Executive Director, Global Health, IFPMA
From 2019 to 2020, there was a 12.4% increase in malaria deaths. Approximately two-thirds of these deaths were linked to COVID-19 disruptions, but pandemics cannot be an excuse for lost progress. If anything, COVID-19 has provided greater perspective and urgency to tackle the threat of malaria in endemic countries.
Development of groundbreaking malaria vaccine
Disruptions to malaria prevention, treatment and care keep people in endless cycles of poverty. Children in sub-Saharan Africa, the region with the most deaths from malaria, are particularly vulnerable. New estimates suggest a child is dying nearly every minute from this disease.
The result of 30 years of research and development by GlaxoSmithKline (GSK), PATH, the World Health Organization (WHO) and the United Nations Children’s Fund (UNICEF), as well as a network of African research centres, the first malaria vaccine was developed. The vaccine could help save the lives of tens of thousands of African children below the age of five who die from malaria every year. Technologies developed for COVID-19, such as mRNA vaccines, offer hope for an even more effective vaccine.
As we’ve seen with COVID-19, vaccines are impactful only when they result in vaccinations. International programmes to roll out these vaccines, alongside existing preventative interventions like insecticide-treated bed nets and timely testing and treatment, can help reinvigorate a global response.

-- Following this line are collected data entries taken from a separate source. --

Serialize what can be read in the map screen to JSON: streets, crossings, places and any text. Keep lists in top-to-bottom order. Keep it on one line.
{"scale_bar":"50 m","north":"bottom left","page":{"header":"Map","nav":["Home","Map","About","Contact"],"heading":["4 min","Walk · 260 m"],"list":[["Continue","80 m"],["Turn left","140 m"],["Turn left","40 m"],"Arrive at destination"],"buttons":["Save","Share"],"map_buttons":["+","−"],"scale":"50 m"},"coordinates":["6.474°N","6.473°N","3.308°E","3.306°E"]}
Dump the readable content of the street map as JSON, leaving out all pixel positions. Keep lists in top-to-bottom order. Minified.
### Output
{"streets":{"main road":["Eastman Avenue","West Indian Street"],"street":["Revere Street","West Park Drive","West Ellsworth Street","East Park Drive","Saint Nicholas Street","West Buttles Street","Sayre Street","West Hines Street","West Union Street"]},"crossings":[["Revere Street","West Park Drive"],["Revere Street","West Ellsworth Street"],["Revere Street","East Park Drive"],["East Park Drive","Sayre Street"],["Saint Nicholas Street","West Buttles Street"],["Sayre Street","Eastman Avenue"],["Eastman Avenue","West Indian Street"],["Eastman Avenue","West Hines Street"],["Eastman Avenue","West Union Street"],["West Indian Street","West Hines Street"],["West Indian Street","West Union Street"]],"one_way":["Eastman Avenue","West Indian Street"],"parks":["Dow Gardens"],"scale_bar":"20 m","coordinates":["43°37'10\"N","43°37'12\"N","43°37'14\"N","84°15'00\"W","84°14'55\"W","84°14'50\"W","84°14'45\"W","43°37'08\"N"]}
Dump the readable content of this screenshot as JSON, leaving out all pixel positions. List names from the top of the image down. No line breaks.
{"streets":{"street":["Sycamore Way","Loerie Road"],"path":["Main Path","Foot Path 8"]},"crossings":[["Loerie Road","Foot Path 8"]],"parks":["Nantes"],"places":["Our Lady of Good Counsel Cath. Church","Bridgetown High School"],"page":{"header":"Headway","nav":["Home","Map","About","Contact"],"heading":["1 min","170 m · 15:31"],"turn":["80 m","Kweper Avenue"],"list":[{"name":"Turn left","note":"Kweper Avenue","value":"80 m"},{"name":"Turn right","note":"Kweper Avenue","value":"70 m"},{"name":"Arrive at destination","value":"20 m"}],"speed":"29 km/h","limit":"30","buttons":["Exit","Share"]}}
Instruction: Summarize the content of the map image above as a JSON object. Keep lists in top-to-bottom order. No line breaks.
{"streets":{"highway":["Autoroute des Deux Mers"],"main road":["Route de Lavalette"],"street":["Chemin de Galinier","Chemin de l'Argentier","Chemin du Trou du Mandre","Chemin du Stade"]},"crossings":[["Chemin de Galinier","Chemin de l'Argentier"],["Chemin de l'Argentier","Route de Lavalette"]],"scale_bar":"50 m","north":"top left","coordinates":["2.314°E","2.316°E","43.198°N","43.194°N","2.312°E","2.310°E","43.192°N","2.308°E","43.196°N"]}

The vaccine could help save the lives of tens of thousands of African children below the age of five who die from malaria every year.
Responding to the crisis with novel therapies
New technologies that allow for once-a-week or single-dose treatment are advancing our arsenal for global malaria response. For instance, GSK and Medicines for Malaria Venture have developed a new formulation that allows one dose of tafenoquine to be dispersed and consumed in a glass of water. Novartis and Sanofi are working on fixed-dose combination therapies to address drug-resistant malaria and improve cost effectiveness.
As a consequence of the climate crisis, malaria can become a global health security threat, exposing people in new areas to this mosquito-borne parasite. Through continuous innovation, we can alter our readiness to absorb the impact of malaria in newly warmer places, both through protective vaccines and easier-to-use, effective malaria treatments.
We can end the COVID-19 pandemic, prepare for future pandemics and accelerate progress on longstanding epidemics like malaria. Innovation to develop and deploy new vaccines and treatments against malaria is a gamechanger in this shifting landscape.